In September 2018, Ankara and Moscow agreed to establish a demilitarised zone in Syria's Idlib and to crack down on the HTS in Idlib province in return for halting a destructive Syrian government offensive into the province.
Accordingly, Turkey, which controls Idlib, was supposed to keep the group away from the front line behind a buffer zone.
Meanwhile, the HTS has other plans, Frantzman wrote, and is playing a “complex and dangerous game,’’ to spoil the Turkey-Russia deal over the S-400 missile system.
The U.S. is firmly opposed to Turkey’s planned purchase of the system, due for delivery in July, and has been threatening sanctions on Turkey and a freeze on the delivery of the F-35 stealth jets.
Highlighting that the HTS’ rocket fire on a Russian base appears to be escalating, Frantzman noted that his could also be a case of Russian media playing this up to send a message to Ankara that it needs to ‘’rein in the rebels and stop the rockets.’’

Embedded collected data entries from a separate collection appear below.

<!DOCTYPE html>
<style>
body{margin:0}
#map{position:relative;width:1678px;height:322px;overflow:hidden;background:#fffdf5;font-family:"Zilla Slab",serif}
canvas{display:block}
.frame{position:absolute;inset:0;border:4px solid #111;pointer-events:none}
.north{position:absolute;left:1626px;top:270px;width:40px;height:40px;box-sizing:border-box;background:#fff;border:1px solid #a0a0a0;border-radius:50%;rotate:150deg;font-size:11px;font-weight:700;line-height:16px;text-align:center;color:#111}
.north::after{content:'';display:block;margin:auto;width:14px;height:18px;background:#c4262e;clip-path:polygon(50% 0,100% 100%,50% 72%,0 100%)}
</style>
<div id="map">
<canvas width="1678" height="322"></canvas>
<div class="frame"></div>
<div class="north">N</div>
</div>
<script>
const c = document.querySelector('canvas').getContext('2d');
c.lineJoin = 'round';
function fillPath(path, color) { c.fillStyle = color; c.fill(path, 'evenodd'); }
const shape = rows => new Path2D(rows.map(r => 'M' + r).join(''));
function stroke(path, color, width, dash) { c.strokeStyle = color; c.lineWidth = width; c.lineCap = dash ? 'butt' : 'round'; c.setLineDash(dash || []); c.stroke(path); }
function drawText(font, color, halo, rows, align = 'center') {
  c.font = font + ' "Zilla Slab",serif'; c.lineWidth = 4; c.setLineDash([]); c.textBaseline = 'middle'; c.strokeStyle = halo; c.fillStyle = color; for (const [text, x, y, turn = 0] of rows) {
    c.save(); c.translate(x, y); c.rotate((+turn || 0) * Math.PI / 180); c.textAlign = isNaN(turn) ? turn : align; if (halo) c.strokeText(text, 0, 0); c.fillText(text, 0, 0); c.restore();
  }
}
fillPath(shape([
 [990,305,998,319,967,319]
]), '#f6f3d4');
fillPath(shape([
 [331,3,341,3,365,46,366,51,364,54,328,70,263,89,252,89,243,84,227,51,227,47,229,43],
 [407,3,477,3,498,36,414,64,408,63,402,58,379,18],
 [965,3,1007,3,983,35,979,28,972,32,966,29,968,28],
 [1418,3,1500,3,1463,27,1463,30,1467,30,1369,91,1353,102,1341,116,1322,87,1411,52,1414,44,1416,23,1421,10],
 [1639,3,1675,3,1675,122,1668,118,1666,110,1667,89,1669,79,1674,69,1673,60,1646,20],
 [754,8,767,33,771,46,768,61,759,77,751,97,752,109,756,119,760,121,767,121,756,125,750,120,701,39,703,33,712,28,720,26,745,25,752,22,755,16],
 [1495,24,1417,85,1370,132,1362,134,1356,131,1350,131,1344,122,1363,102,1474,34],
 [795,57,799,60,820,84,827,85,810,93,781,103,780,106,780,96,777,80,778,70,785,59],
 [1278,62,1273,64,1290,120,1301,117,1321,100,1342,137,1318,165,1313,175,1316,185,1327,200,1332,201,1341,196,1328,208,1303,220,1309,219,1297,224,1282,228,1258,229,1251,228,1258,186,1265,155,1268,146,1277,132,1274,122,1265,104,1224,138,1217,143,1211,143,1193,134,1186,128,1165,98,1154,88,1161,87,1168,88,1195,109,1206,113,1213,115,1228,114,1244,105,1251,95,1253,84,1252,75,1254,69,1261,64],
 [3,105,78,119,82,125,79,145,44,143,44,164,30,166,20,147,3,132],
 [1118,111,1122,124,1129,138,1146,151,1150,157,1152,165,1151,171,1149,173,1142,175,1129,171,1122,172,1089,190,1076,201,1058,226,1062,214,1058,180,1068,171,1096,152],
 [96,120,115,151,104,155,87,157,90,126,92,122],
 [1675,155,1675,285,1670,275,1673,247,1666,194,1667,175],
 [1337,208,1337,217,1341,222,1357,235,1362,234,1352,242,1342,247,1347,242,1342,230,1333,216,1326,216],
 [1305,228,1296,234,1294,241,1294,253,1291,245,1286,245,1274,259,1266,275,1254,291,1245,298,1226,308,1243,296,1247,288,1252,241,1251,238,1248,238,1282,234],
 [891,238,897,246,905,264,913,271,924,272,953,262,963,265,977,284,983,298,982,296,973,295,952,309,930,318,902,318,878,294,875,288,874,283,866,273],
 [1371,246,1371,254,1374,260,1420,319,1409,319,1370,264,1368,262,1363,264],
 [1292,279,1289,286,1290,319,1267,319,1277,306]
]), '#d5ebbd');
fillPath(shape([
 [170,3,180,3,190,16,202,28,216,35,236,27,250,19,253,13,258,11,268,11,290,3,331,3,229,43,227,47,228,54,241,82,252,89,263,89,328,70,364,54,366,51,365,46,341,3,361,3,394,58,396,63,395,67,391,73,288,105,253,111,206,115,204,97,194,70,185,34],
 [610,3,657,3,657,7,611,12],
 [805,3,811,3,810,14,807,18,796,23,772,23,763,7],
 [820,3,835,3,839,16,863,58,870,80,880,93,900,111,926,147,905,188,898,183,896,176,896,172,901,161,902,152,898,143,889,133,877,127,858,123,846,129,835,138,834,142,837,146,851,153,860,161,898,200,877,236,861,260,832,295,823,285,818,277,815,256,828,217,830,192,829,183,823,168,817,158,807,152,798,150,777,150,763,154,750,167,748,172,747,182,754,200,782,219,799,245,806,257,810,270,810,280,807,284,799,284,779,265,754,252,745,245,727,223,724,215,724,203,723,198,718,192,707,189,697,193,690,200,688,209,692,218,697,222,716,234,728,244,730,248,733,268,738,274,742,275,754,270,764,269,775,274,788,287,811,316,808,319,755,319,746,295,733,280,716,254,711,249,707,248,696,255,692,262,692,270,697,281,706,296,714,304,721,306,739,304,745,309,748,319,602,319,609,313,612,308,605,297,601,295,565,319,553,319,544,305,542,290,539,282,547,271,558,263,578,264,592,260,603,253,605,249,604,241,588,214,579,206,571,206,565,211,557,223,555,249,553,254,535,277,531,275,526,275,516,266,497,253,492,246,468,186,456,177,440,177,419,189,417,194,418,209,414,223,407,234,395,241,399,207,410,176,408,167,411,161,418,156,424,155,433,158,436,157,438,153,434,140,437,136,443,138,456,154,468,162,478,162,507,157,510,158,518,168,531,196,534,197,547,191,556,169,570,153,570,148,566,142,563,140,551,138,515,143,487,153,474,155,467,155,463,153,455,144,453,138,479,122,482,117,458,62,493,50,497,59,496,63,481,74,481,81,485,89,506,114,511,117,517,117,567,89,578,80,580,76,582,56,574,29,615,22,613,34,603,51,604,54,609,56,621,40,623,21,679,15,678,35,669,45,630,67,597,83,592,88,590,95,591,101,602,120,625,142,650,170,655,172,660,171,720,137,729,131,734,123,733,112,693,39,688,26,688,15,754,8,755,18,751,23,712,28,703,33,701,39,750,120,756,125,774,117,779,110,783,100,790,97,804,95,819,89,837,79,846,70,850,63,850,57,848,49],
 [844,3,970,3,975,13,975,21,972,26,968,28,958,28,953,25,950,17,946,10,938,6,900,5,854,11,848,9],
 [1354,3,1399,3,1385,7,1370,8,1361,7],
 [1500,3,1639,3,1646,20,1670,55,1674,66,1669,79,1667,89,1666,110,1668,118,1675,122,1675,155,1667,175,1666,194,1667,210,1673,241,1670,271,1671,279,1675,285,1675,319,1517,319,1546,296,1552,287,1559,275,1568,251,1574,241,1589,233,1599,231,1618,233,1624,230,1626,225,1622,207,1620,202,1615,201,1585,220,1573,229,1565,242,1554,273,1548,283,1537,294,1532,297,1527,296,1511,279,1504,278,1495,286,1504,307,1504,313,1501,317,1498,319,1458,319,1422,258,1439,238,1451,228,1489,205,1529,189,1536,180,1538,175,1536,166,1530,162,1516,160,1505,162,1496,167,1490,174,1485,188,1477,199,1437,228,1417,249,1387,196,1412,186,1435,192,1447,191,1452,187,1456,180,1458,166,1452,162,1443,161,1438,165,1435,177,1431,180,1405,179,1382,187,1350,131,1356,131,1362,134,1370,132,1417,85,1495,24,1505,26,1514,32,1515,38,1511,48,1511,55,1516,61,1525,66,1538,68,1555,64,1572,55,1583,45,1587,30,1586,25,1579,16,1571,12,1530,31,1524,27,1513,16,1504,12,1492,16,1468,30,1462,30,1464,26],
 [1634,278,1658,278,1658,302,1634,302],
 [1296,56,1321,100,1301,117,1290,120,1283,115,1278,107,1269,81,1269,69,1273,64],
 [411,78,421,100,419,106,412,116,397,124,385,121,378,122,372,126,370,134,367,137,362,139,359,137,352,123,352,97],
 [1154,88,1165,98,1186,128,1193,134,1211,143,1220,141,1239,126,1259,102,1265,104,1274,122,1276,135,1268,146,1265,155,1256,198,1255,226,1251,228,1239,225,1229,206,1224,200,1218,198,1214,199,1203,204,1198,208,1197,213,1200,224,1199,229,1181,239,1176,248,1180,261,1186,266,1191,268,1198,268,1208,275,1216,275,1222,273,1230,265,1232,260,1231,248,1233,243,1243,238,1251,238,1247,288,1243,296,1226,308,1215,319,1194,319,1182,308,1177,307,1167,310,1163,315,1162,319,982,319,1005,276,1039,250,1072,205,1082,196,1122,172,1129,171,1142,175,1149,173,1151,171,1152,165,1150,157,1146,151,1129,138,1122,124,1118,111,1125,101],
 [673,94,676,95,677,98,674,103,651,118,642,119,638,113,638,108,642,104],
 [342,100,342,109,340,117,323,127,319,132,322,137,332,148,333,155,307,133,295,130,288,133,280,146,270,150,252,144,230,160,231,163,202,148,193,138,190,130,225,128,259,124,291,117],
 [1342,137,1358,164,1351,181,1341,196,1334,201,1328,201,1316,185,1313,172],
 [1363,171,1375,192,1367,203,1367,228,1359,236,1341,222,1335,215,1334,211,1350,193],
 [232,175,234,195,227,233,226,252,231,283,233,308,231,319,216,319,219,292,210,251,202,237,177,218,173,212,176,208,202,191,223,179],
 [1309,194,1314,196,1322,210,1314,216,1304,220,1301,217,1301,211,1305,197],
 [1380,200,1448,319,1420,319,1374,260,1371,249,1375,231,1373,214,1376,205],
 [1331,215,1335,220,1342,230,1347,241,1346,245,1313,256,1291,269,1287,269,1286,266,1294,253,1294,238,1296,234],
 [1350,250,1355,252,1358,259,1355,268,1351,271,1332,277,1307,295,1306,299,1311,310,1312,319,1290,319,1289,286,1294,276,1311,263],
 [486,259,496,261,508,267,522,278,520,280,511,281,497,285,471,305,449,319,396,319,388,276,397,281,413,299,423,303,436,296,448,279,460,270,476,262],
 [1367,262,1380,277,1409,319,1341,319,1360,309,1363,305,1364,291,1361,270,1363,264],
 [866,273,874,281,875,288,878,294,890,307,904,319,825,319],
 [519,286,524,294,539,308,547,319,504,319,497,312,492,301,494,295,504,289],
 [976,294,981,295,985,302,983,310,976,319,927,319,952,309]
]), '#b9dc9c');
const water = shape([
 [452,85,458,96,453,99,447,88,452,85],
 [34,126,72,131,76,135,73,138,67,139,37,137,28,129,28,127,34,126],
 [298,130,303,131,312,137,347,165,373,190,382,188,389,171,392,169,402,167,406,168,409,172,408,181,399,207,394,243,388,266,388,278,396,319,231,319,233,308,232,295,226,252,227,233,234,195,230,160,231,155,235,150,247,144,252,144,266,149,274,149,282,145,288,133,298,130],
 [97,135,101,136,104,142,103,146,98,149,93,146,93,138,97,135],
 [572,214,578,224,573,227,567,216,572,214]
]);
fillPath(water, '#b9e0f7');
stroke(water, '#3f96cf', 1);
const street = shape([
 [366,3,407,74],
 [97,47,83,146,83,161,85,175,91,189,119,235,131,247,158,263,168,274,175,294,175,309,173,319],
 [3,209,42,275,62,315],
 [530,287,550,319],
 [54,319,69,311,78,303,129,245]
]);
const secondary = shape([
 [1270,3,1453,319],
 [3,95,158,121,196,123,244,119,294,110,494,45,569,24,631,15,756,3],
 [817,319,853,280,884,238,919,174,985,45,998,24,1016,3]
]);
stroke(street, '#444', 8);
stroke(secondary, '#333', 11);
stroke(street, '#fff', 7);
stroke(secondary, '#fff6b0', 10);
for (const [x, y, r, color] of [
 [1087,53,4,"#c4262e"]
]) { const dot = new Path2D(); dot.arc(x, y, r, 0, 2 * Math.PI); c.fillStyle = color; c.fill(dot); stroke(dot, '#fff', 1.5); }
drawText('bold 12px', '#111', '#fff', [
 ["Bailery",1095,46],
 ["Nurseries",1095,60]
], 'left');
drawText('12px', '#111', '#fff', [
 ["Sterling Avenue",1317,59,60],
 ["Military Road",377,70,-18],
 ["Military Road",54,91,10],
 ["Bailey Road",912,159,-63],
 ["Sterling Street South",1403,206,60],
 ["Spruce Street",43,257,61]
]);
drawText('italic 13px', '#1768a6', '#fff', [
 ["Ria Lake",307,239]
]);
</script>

What is clear in Syria is that Russia is demanding a reduction of tensions in Idlib, the article stressed, placing more on Turkey’s shoulders to prevent the groups in Idlib from targeting Russian forces.
While Russia has a key role to play to prevent the Syrian regime from its recent attacks on Idlib, the Syrian regime’s agenda is also to prevent Turkey from entrenching itself forever in northern Syria, amid threats from Kurdish militants, the article noted.
Neither Ankara nor Moscow do not want war in Syria, particularly amid increasing ties over the S-400 deal and energy deals, Frantzman wrote.
Their allies, the Syrian rebels and the Syrian regime, as well as extremist groups such as HTS, however, have different agendas, he added.